Russie : à 19 ans, elle risque la prison pour avoir critiqué la guerre en Ukraine

par Sébastie MASTRANDREAS
Publié le 30 janvier 2023 à 10h46

Source : Sujet TF1 Info

Olesya Krivtsova, 19 ans, est assignée depuis près d'un mois à domicile, dans le nord-ouest de la Russie.
Accusée d'avoir discrédité l'armée russe et soutenu le terrorisme sur les réseaux sociaux, elle risque des années de prison.
La police l'avait arrêtée fin décembre, la menaçant avec un marteau.

Elle pourrait se retrouver plusieurs années derrière des barreaux. Olesya Krivtsova, 19 ans, est assignée depuis près d'un mois au domicile de sa mère, dans la région d'Arkhangelsk, dans le nord-ouest de la Russie. Bracelet électronique à une cheville, tatouage anti-Poutine à l'autre, elle est accusée d'avoir discrédité l'armée russe et soutenu le terrorisme sur les réseaux sociaux. Elle ne peut plus naviguer sur Internet ni utiliser aucune forme de communication.
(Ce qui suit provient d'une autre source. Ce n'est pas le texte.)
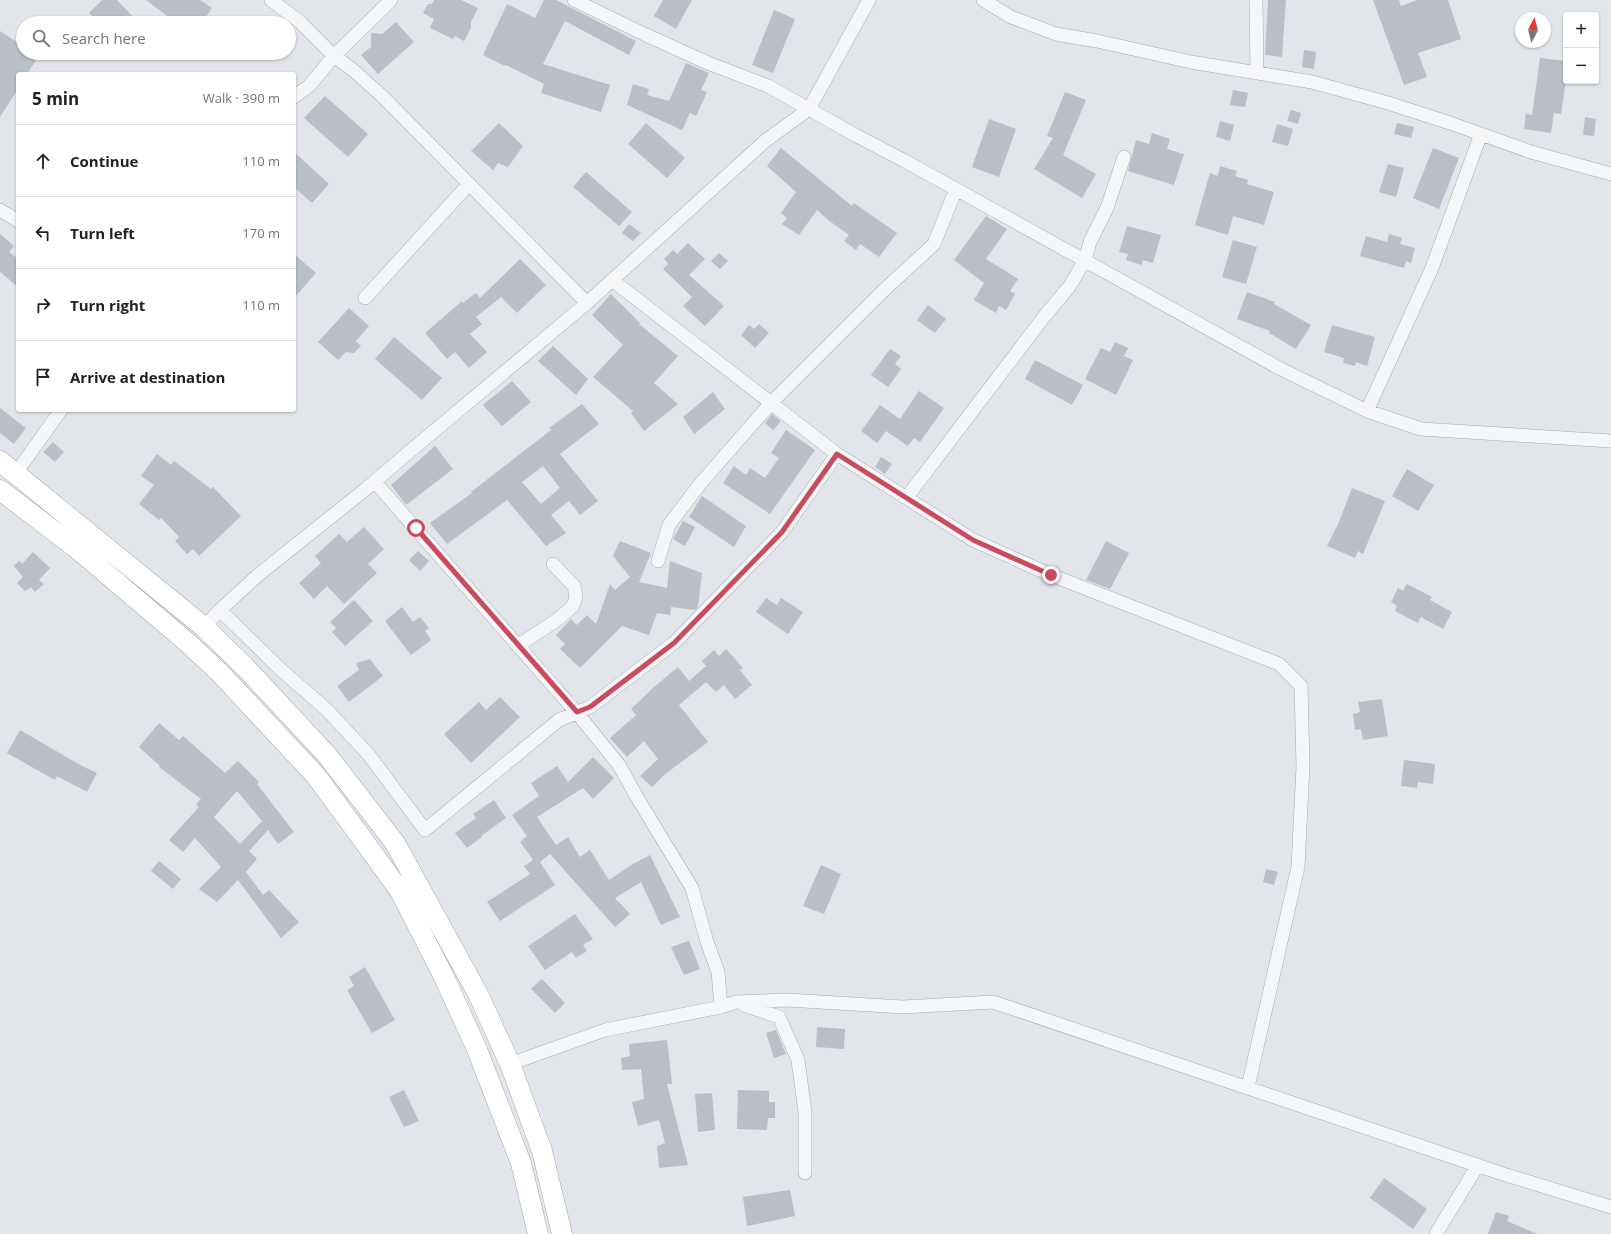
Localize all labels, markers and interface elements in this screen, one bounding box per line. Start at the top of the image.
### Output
north arrow [1515,12,1551,48]
map controls [1563,12,1599,84]
button: + [1563,12,1599,48]
search box [16,16,296,60]
icon: search [30,27,52,49]
text: Search here [62,28,146,48]
button: − [1563,48,1599,84]
text: 5 min [32,87,79,110]
text: Walk · 390 m [203,89,280,107]
icon: ahead [32,150,54,172]
text: Continue [70,151,138,171]
text: 110 m [242,152,280,170]
icon: left [32,222,54,244]
text: Turn left [70,223,135,243]
text: 170 m [242,224,280,242]
icon: right [32,294,54,316]
text: Turn right [70,295,145,315]
text: 110 m [242,296,280,314]
icon: arrive [32,366,54,388]
text: Arrive at destination [70,367,225,387]
route start [407,519,425,537]
route end [1042,566,1060,584]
La jeune femme se retrouve ainsi ajoutée à la liste des terroristes, au même titre que l'État islamique, Al-Qaïda et les talibans, a révélé CNN dimanche 29 janvier. La justice lui reproche notamment d'avoir publié des contenus sur Instagram critiquant l'invasion de l'Ukraine. L'étudiante, déjà connue par les autorités pour une distribution de tracts anti-guerre en mai dernier, est aussi accusée d'avoir discrédité l'armée russe sur le réseau social russe VK. Des comportements "récidivistes" qui l'exposent à une sanction pénale sévère, allant de trois ans de prison - pour discrédit de l'armée de son pays - à sept ans - pour apologie du terrorisme -, estime son avocat sur CNN.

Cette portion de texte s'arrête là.